With the following essay we welcome back our friend Amory Lovins, who wrote for Prairie Fire last in January 2008. We became reacquainted with Amory at a recent Chicago convention where he was the keynote speaker and graciously made the following essay available to us. It is part of a commencement speech that he delivered on May 15, 2011, at the Natural Science School, University of California at Berkeley, and that included the text of his 2008 Prairie Fire essay. This fall we plan to present a provocative two-part Lovins essay that recently appeared in the “Journal of Foreign Affairs” that is a short version of his most recently released book, “Reinventing Fire.”
The early bioneer Bill McLarney was stirring a vat of algae in his Costa Rica research center when a brassy North American lady strode in. What, she demanded, was he doing stirring a vat of green goo when what the world really needs is love? “There’s theoretical love,” Bill replied, “and then there’s applied love”—and kept on stirring.
Many of us here stir and strive in the spirit of applied hope. We work to make the world better, not from some airy theoretical hope, but in the pragmatic and grounded conviction that starting with hope and acting out of hope can cultivate a different kind of world worth being hopeful about, reinforcing itself in a virtuous spiral. Applied hope is not about some vague, far-off future but is expressed and created moment by moment through our choices.
Hope, said Frances Moore Lappé, “is a stance, not an assessment.” But applied hope is not mere glandular optimism. The optimist treats the future as fate, not choice, and thus fails to take responsibility for making the world we want. Applied hope is a deliberate choice of heart and head. The optimist, says David Orr, has his feet up on the desk and a satisfied smirk, knowing the deck is stacked. The person living in hope has her sleeves rolled up and is fighting hard to change or beat the odds. Optimism can easily mask cowardice. Applied hope requires fearlessness.
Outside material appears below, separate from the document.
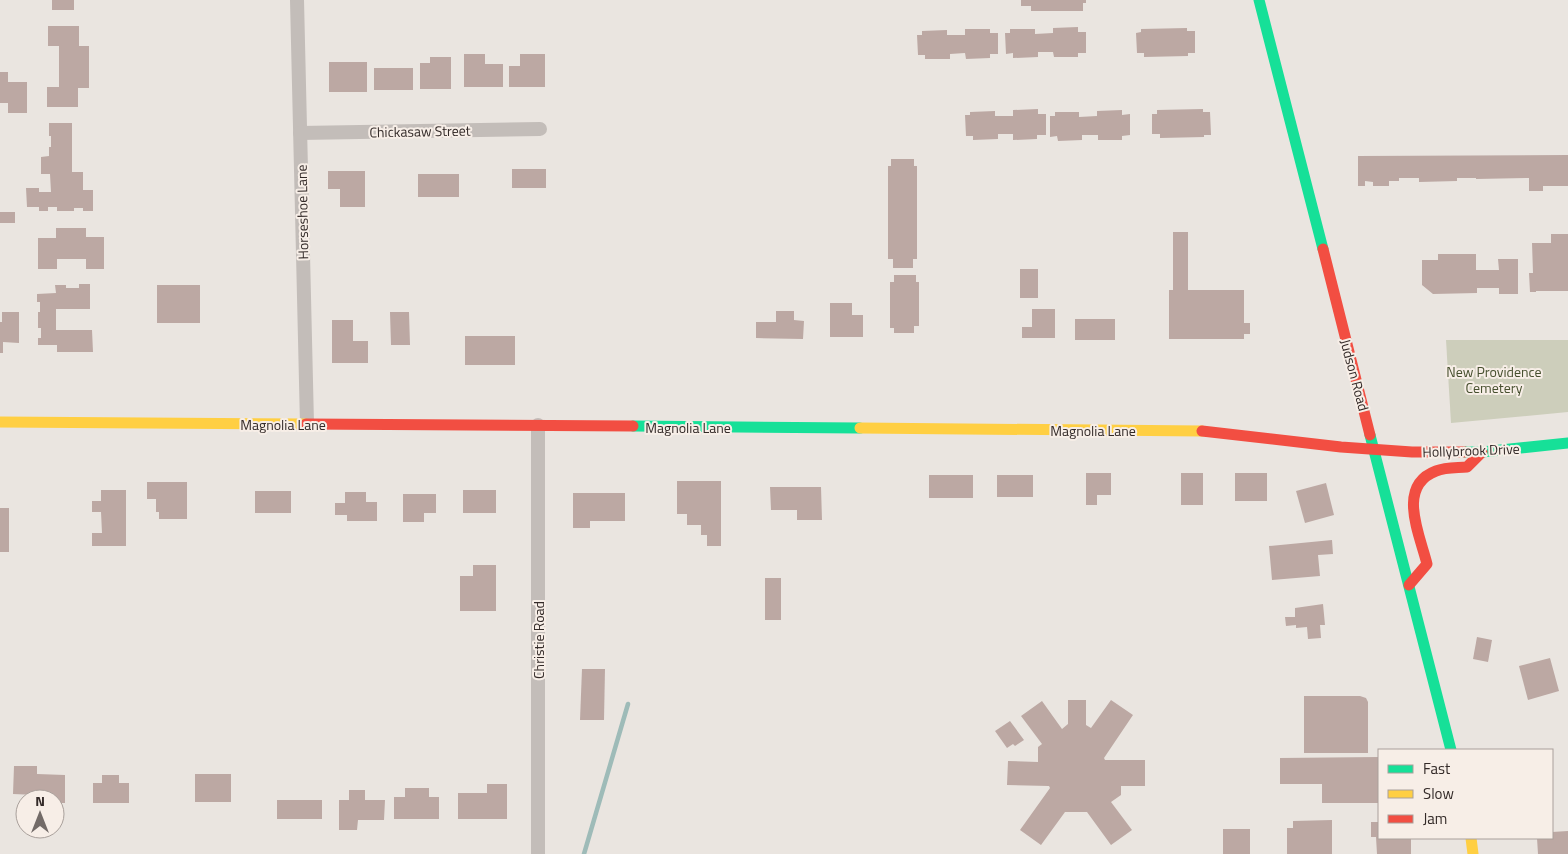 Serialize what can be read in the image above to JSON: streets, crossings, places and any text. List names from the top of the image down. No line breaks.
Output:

Fear of specific and avoidable dangers has evolutionary value. Nobody has ancestors who weren’t mindful of saber-toothed tigers. But pervasive dread, lately promoted by some who want to keep us pickled in fear, is numbing and demotivating. When I give a talk, sometimes a questioner details the many bad things happening in the world, all the suffering in the universe, and asks how dare I propose solutions: isn’t resistance futile? The only response I’ve found is to ask, as gently as I can, “I can see why you feel that way. Does it make you more effective?”
In a recent college class, one young woman bemoaned so many global problems that she said she’d lost all hope and couldn’t imagine bringing a child into such a world. But discussion quickly revealed to us both that she hadn’t lost hope at all; she knew exactly where she’d left it.
The most solid foundation for feeling better about the future is to improve it—tangibly, durably, reproducibly and scalably. So now is the time to be practitioners, not theorists; to be synthesists, not specialists; to do solutions, not problems; to do transformation, not incrementalism. Or as my mentor Edwin Land said, “Don’t undertake a project unless it is manifestly important and nearly impossible.” It’s time to shift our language and action, as my wife, Judy, says, from “Somebody should” to “I will,” to do real work on real projects, and to go to scale. As that early activist St. Francis of Assisi said, “Preach the Gospel at all times. If necessary, use words.”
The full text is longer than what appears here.